Natural Killer (NK) cell-mediated effector functions significantly contribute to anti-tumor activity of tumor targeting monoclonal antibodies (mAbs): indeed, CD16 (FcgammaRIIIa) aggregation by means of opsonised targets not only triggers tumor cell killing but may also favour the development of long lasting IFN-gamma-dependent anti-tumor T cell responses. Notably, memory or adaptive NK cells are an epigenetically-shaped long-living CD94/NKG2C+FcepsilonRIgamma- NK subpopulation identified in HCMV seropositive individuals, endowed with the enhanced ability to mediate CD16-dependent cytotoxicity and IFN-gamma production in response to opsonised target stimulation. Our recent data demonstrate the unique capability of anti-CD20 therapeutic mAbs to drive the selective in vitro expansion of memory NK cells, which maintain the phenotypic and functional signature of their freshly isolated counterpart.
Our project is aimed at studying the mechanistic basis of memory NK cell anti-tumor activity, that will allow their exploitation in adoptive therapy strategies to gain and sustain anti-tumor responses in therapeutic mAb-treated patients.
Main objectives:
1. To characterize the in vivo dynamics of memory NK cells in patients affected by B-cell chronic lymphocytic leukemia (CLL) and diffuse large B-cell lymphoma (DLBCL), before and after anti-CD20 mAb-based regimens.
2. To characterize the molecular basis of tumor cell recognition, activation, and tissue homing profile of memory NK cells, as well as to set up GMP-compliant conditions for memory NK cell expansion.
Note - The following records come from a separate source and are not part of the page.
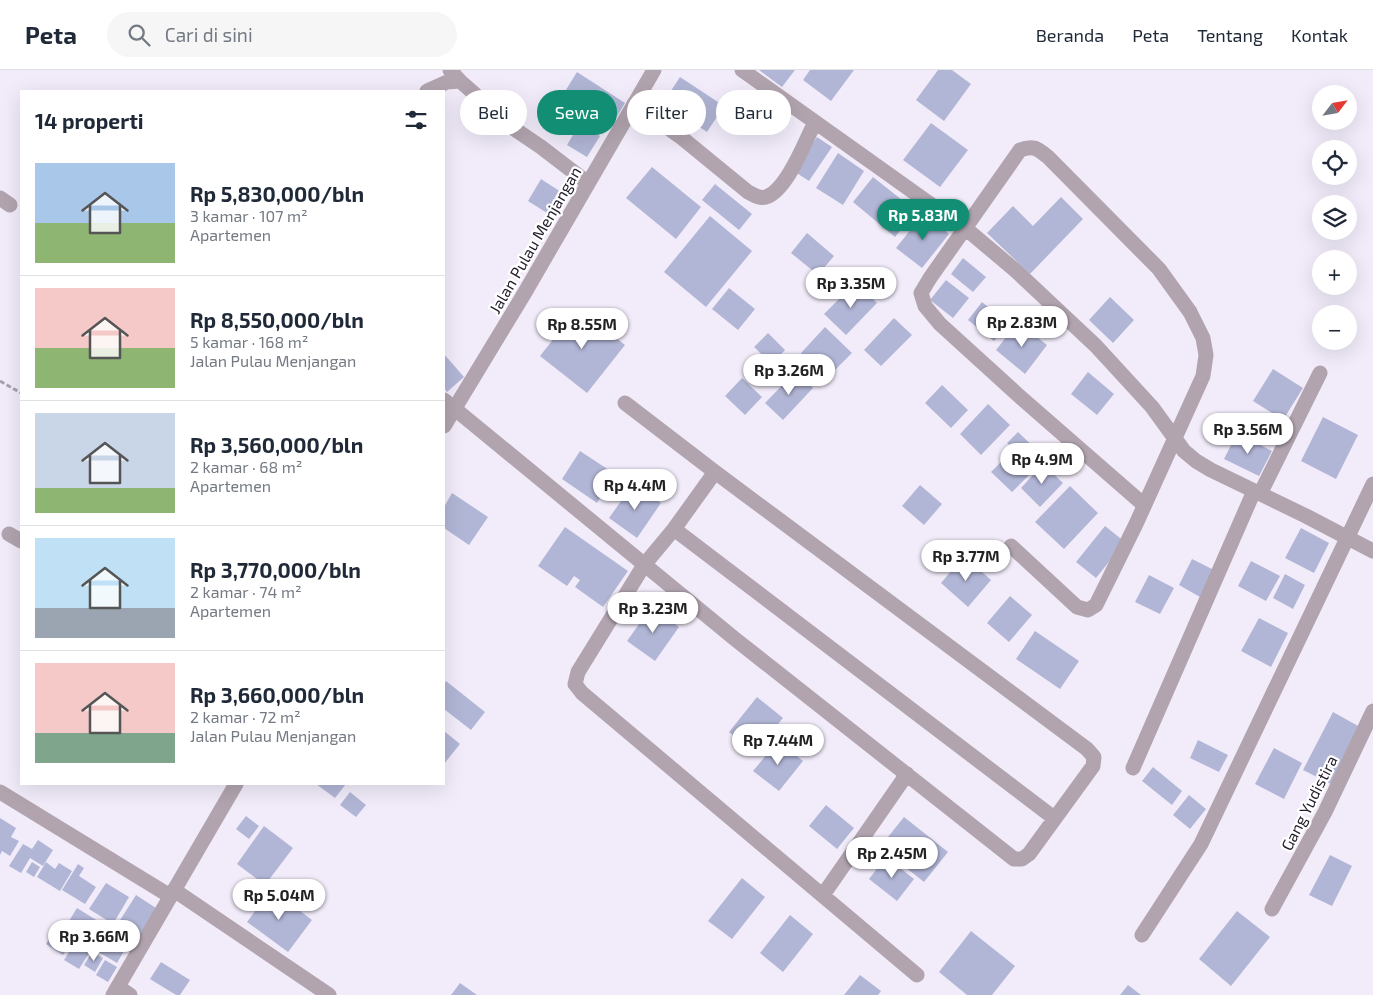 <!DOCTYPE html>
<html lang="id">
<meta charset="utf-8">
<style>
:root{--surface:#fff;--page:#f6f6f7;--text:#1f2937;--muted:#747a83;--line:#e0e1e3;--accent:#118e73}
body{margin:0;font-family:"Exo 2",sans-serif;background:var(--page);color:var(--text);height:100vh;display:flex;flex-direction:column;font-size:19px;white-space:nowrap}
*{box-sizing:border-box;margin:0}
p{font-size:16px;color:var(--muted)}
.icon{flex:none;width:28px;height:28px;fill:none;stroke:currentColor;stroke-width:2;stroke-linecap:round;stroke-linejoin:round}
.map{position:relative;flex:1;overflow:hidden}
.panel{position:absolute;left:20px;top:20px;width:425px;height:695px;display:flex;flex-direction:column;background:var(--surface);border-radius:0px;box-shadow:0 5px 20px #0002}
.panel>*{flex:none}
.guide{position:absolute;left:460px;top:20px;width:475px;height:45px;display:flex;gap:10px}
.needle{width:32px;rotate:59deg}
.fabs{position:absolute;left:1312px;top:15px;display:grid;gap:10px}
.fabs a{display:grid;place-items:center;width:45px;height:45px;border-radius:50%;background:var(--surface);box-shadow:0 5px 20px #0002;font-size:25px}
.price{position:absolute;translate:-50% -42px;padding:0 11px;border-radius:18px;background:#fff;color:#222;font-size:16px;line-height:32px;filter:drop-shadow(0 1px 2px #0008)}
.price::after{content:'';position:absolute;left:50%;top:30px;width:15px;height:11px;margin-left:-8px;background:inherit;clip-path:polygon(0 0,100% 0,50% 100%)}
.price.on{background:var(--accent);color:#fff}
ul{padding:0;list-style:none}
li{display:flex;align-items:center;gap:15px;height:125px;padding:0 15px}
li+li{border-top:1px solid var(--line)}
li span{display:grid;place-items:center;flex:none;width:140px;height:100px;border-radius:0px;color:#555}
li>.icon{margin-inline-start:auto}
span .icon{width:60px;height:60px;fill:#fffc;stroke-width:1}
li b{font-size:21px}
h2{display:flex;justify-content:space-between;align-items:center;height:60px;padding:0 15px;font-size:21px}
.pill{padding:0 18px;border-radius:22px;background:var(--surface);box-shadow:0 5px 20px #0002;font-size:18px;line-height:45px}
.pill.on{background:var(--accent);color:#fff}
header{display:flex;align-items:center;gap:30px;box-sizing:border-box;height:70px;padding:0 25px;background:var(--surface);border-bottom:1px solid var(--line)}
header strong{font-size:24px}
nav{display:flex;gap:28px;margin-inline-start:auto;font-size:18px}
.search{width:350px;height:45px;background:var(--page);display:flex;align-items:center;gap:12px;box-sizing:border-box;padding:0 18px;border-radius:28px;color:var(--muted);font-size:19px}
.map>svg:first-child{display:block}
</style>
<header>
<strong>Peta</strong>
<div class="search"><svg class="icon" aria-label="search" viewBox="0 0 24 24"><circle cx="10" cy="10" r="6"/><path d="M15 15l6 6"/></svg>Cari di sini</div>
<nav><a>Beranda</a><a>Peta</a><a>Tentang</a><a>Kontak</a></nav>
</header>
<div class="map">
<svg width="1373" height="925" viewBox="0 0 1373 925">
<rect width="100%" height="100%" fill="#f2ecfa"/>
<path fill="#b2b6d6" d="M759 0H795L782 17Z
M810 0H854L831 31 803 10Z
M938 0H952L971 14 944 51 916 30Z
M577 2 625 33 613 53 564 23Z
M680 7 724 36 707 62 663 33Z
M580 53 600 66 587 87 567 75Z
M931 53 968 80 940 117 903 90Z
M817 67 832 77 809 111 795 102Z
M838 83 864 101 843 135 816 118Z
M652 97 701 137 676 169 626 128Z
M873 107 916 141 895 167 853 132Z
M541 109 561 122 547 143 528 131Z
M715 114 752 144 739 160 702 130Z
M1061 127 1083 149 1030 204 987 163 1013 136 1033 156Z
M924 143 949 164 922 198 896 178Z
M710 146 752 181 706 237 664 202Z
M807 163 834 186 818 205 791 183Z
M963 188 986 207 973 222 951 204Z
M946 210 969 228 953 248 930 230Z
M856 212 877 233 846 265 824 244Z
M729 218 755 239 738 260 712 239Z
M1110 227 1134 250 1113 273 1089 250Z
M982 232 1009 254 994 271 968 250Z
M578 238 625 275 587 323 540 286Z
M894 248 912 265 881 296 864 280Z
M1018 252 1047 275 1025 304 996 280Z
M825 257 852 283 827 308 801 283Z
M768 263 785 280 772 294 754 277Z
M444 284 464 307 447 322 444 318Z
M1273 299 1303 318 1283 350 1253 331Z
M796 301 813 318 783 350 765 333Z
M1088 302 1114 324 1097 345 1071 324Z
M742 308 762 327 745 345 725 326Z
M942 315 968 340 951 358 925 333Z
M988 334 1010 355 981 385 960 364Z
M1323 347 1358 365 1336 409 1301 391Z
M1018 362 1043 386 1032 397 1007 373Z
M1237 363 1272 381 1259 406 1224 389Z
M580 381 615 404 597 433 562 409Z
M1010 383 1031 403 1012 422 991 402Z
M1043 394 1063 413 1040 437 1021 418Z
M634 413 661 433 637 468 609 448Z
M920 415 942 434 924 455 902 436Z
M1070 416 1098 443 1064 479 1035 452Z
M452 423 488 447 469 475 444 458V437Z
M1105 456 1125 472 1096 508 1076 492Z
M565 457 628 501 603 537 575 517 580 510 574 506 567 516 538 496Z
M1301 458 1329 473 1314 503 1285 488Z
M964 486 991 510 968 537 941 513Z
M1192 489 1214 500 1200 527 1179 515Z
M1251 491 1280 506 1266 531 1238 516Z
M1285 504 1305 515 1293 539 1273 528Z
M1149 505 1174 518 1160 544 1135 532Z
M1010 526 1032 545 1009 572 987 553Z
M652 536 679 557 655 591 627 571Z
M1259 548 1288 563 1271 597 1241 581Z
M1035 561 1079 591 1060 619 1016 589Z
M446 611 485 642 471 660 444 639V614Z
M757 627 783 648 755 683 729 662Z
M1333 642 1360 657 1331 714 1303 700Z
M444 661 460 674 444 694Z
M1198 670 1228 685 1219 702 1190 688Z
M778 671 803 691 779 721 753 701Z
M1274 678 1302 693 1284 729 1255 714Z
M1153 697 1182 721 1172 735 1142 711Z
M316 714H346L335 728Z
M350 722 366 735 356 747 340 735Z
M1189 725 1206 739 1190 759 1173 745Z
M826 735 854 758 837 779 809 756Z
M246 746 259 756 249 769 236 759Z
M904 747 948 782 924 812 880 777Z
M0 748 16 758 11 767 19 771 10 786 2 781 0 785Z
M264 756 293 778 265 815 237 794Z
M38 770 53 780 43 796 30 788 21 803 9 796 23 774 32 779Z
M1330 785 1352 796 1332 836 1309 825Z
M886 787 914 809 897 831 869 809Z
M32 792 40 797 34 807 26 802Z
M46 792 55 799 59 793 72 801 60 821 37 807Z
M78 794 84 798 79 806 96 817 85 834 62 820Z
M742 808 765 827 732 869 708 851Z
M250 812 261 821 249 836 238 828Z
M106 813 129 827 113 854 89 839Z
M271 819 312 850 288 882 247 852Z
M136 825 159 840 141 870 117 855Z
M77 838 101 853 88 874 64 859Z
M1237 841 1270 867 1231 916 1199 889Z
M790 845 813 864 783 902 760 883Z
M56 858 73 869 63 885 46 874Z
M100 860 127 876 117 893 90 877Z
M971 861 1015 896 992 925H967L939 902Z
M76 871 91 880 79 899 64 890Z
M92 882 103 888 95 902 84 895Z
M105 890 117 897 108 912 96 905Z
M161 892 190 910 180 925H176L150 909Z
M860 905 881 921 878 925H844Z
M460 913 477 925H451Z
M1128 915 1141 925H1120Z"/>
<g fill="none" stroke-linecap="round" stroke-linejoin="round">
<path stroke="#a8a2b0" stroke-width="3" stroke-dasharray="5 2.5" stroke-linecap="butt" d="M0 311 21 323"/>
<path stroke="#b1a4af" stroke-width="15" d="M450 0 460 11 513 58 541 77 588 113
M742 0 971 163 1015 200 1096 276 1152 337 1184 381 1196 391 1211 400 1306 446 1373 481
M427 21 447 12 460 11
M634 34 682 68 748 122C754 125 759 129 766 127 787 120 805 72 815 52
M0 128 10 135
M444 330 735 569 1014 789H1022L1029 784 1093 696 1094 687 1087 679 715 402 625 333
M715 402 674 459 644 495 578 602 575 614 582 623 917 905
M1260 424 1320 303
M674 459 1054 748
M9 464 21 471
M1011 476 1077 537 1088 540 1096 535 1136 454 1203 306 1206 285 1203 268 1190 242 1159 199 1048 87C1037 78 1033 75 1020 80L930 208 921 223 925 236 940 254 1018 325 1144 435
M1133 698 1254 421
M0 722 170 826
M174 820 329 925
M823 825 907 704
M1272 839 1325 742 1373 641
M1142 865 1201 774 1373 414
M118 917 130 925"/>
<path stroke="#b1a4af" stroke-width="15" d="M444 356 524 224 654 0
M113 925 236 714"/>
</g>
<g text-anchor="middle" stroke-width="4.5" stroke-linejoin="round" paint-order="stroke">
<g font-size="16" fill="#231d2a" stroke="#fff">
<text transform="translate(535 170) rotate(-60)" y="6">Jalan Pulau Menjangan</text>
<text transform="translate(1309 733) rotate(-63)" y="6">Gang Yudistira</text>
</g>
</g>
</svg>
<div class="fabs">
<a><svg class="needle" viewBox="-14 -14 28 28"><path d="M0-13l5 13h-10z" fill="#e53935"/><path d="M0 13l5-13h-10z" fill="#747a83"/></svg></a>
<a><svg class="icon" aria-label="locate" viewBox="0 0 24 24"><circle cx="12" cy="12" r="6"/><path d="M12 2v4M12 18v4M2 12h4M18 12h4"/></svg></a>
<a><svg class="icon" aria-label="layers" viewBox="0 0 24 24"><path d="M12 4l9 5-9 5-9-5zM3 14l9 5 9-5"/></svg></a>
<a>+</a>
<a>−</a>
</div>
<b class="price on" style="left:923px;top:171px">Rp 5.83M</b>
<b class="price" style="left:851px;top:239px">Rp 3.35M</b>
<b class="price" style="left:1022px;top:278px">Rp 2.83M</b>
<b class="price" style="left:582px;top:280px">Rp 8.55M</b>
<b class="price" style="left:789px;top:326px">Rp 3.26M</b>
<b class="price" style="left:1248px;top:385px">Rp 3.56M</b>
<b class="price" style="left:1042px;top:415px">Rp 4.9M</b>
<b class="price" style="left:635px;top:441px">Rp 4.4M</b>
<b class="price" style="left:966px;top:512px">Rp 3.77M</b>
<b class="price" style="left:653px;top:564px">Rp 3.23M</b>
<b class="price" style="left:778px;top:696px">Rp 7.44M</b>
<b class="price" style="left:892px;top:809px">Rp 2.45M</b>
<b class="price" style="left:279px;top:851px">Rp 5.04M</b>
<b class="price" style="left:94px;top:892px">Rp 3.66M</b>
<div class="guide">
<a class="pill">Beli</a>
<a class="pill on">Sewa</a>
<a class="pill">Filter</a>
<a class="pill">Baru</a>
</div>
<section class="panel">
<h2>14 properti<svg class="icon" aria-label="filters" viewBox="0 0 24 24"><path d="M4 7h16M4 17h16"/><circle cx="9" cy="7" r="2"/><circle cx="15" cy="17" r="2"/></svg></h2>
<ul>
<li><span style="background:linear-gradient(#a9c7e8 60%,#8fb573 0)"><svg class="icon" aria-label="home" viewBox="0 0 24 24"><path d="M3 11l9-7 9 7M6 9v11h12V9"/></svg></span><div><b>Rp 5,830,000/bln</b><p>3 kamar · 107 m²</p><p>Apartemen</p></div></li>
<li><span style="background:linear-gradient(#f6c9c9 60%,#8fb573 0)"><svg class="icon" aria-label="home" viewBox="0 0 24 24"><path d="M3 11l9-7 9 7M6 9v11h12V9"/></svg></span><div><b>Rp 8,550,000/bln</b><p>5 kamar · 168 m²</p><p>Jalan Pulau Menjangan</p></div></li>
<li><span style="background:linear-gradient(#c9d6e8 75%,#8fb573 0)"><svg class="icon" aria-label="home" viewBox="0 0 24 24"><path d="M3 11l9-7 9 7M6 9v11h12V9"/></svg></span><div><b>Rp 3,560,000/bln</b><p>2 kamar · 68 m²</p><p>Apartemen</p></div></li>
<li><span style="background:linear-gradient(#bfe0f5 70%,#9aa5b1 0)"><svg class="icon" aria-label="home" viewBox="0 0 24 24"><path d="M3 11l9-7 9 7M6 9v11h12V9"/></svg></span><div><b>Rp 3,770,000/bln</b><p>2 kamar · 74 m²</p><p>Apartemen</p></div></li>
<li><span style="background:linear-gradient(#f6c9c9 70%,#7fa58c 0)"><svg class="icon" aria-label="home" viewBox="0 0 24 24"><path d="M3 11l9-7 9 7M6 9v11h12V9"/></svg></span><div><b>Rp 3,660,000/bln</b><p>2 kamar · 72 m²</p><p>Jalan Pulau Menjangan</p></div></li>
</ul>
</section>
</div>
3. To explore the ability of memory NK cells to favour dendritic cells (DCs) maturation finalysed to mAb-driven antitumor "vaccinal effect".
Despite the unprecedented success of rituximab anti-CD20 mAb, a proportion of patients still fails to respond to or more commonly relapses, after receiving rituximab-containing chemoimmunotherapy, and the promotion of an endogenous long-lasting anti-tumor immune response in mAb-treated patients is becoming a major goal for improving the efficacy of mAb-based therapies.
The in-depth ex vivo and in vitro characterization of the phenotypic and functional profile of memory NK cells in therapeutic mAb-treated patients has several major implications: 1. to elucidate a novel mechanism of NK cell memory generation driven by CD16 (FcgammaRIIIa) in a therapeutic setting; 2. to provide a mechanistic explanation for the ability of NK cells to support the generation of an anti-tumor vaccinal effect in response to mAb treatment; 3. to provide an experimental framework for the rational design of combination therapy protocols aimed at optimising the efficacy of therapeutic mAb, and at enhancing the anti-tumor activity of NK cells.
We strongly believe that the results of this research project will uncover previously unrecognized mechanisms of NK cell plasticity and provide information with a strong translational potential. The characterization of memory NK cells ability to affect DC maturation and functions will be instrumental for the design of anti-tumor mAb-based therapies able to more effectively promote the development of long-term adaptive responses in cancer patients. Further, taking into account that the poor in vivo survival and the lack of specificity of NK cells have limited their use in adoptive therapy strategies, the definition of the phenotypic and functional profile of a long-lived NK cell population with powerful anti-cancer skills, and the GMP-compliant adaptation of the procedure for their in vitro expansion, will be instrumental for the better exploitment of NK cells for the ultimate benefit of treating cancer patients.